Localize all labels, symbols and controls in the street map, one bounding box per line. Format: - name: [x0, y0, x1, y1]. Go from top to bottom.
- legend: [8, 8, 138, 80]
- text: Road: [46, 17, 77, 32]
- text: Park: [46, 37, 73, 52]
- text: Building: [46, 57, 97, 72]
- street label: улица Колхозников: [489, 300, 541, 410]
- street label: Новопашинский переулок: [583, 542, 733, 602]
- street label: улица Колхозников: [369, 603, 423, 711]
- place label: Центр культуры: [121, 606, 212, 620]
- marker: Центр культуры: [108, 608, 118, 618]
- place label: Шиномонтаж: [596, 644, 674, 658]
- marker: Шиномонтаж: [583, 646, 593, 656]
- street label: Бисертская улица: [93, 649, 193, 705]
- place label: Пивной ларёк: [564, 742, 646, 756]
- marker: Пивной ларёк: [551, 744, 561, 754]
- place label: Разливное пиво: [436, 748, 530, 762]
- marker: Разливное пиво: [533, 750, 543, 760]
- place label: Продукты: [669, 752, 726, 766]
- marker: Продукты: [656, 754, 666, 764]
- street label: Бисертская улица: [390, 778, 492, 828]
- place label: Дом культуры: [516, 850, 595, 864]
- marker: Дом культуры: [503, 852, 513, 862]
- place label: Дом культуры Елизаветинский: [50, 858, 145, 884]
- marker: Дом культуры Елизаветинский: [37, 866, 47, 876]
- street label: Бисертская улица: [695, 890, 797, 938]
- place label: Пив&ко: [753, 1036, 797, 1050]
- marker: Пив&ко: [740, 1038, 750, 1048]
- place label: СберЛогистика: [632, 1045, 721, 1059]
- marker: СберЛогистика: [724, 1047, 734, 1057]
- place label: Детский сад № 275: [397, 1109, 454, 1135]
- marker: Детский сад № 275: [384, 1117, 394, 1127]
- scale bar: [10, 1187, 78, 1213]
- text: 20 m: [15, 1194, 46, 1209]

EXERCISE OBJECTIVE: Repeat the whole of the data verbatim, as it reads above.

OUTPUT OF THE TASK:
Localize all labels, symbols and controls in the street map, one bounding box per line. Format: - name: [x0, y0, x1, y1]. Go from top to bottom.
- legend: [8, 8, 138, 80]
- text: Road: [46, 17, 77, 32]
- text: Park: [46, 37, 73, 52]
- text: Building: [46, 57, 97, 72]
- street label: улица Колхозников: [489, 300, 541, 410]
- street label: Новопашинский переулок: [583, 542, 733, 602]
- street label: улица Колхозников: [369, 603, 423, 711]
- place label: Центр культуры: [121, 606, 212, 620]
- marker: Центр культуры: [108, 608, 118, 618]
- place label: Шиномонтаж: [596, 644, 674, 658]
- marker: Шиномонтаж: [583, 646, 593, 656]
- street label: Бисертская улица: [93, 649, 193, 705]
- place label: Пивной ларёк: [564, 742, 646, 756]
- marker: Пивной ларёк: [551, 744, 561, 754]
- place label: Разливное пиво: [436, 748, 530, 762]
- marker: Разливное пиво: [533, 750, 543, 760]
- place label: Продукты: [669, 752, 726, 766]
- marker: Продукты: [656, 754, 666, 764]
- street label: Бисертская улица: [390, 778, 492, 828]
- place label: Дом культуры: [516, 850, 595, 864]
- marker: Дом культуры: [503, 852, 513, 862]
- place label: Дом культуры Елизаветинский: [50, 858, 145, 884]
- marker: Дом культуры Елизаветинский: [37, 866, 47, 876]
- street label: Бисертская улица: [695, 890, 797, 938]
- place label: Пив&ко: [753, 1036, 797, 1050]
- marker: Пив&ко: [740, 1038, 750, 1048]
- place label: СберЛогистика: [632, 1045, 721, 1059]
- marker: СберЛогистика: [724, 1047, 734, 1057]
- place label: Детский сад № 275: [397, 1109, 454, 1135]
- marker: Детский сад № 275: [384, 1117, 394, 1127]
- scale bar: [10, 1187, 78, 1213]
- text: 20 m: [15, 1194, 46, 1209]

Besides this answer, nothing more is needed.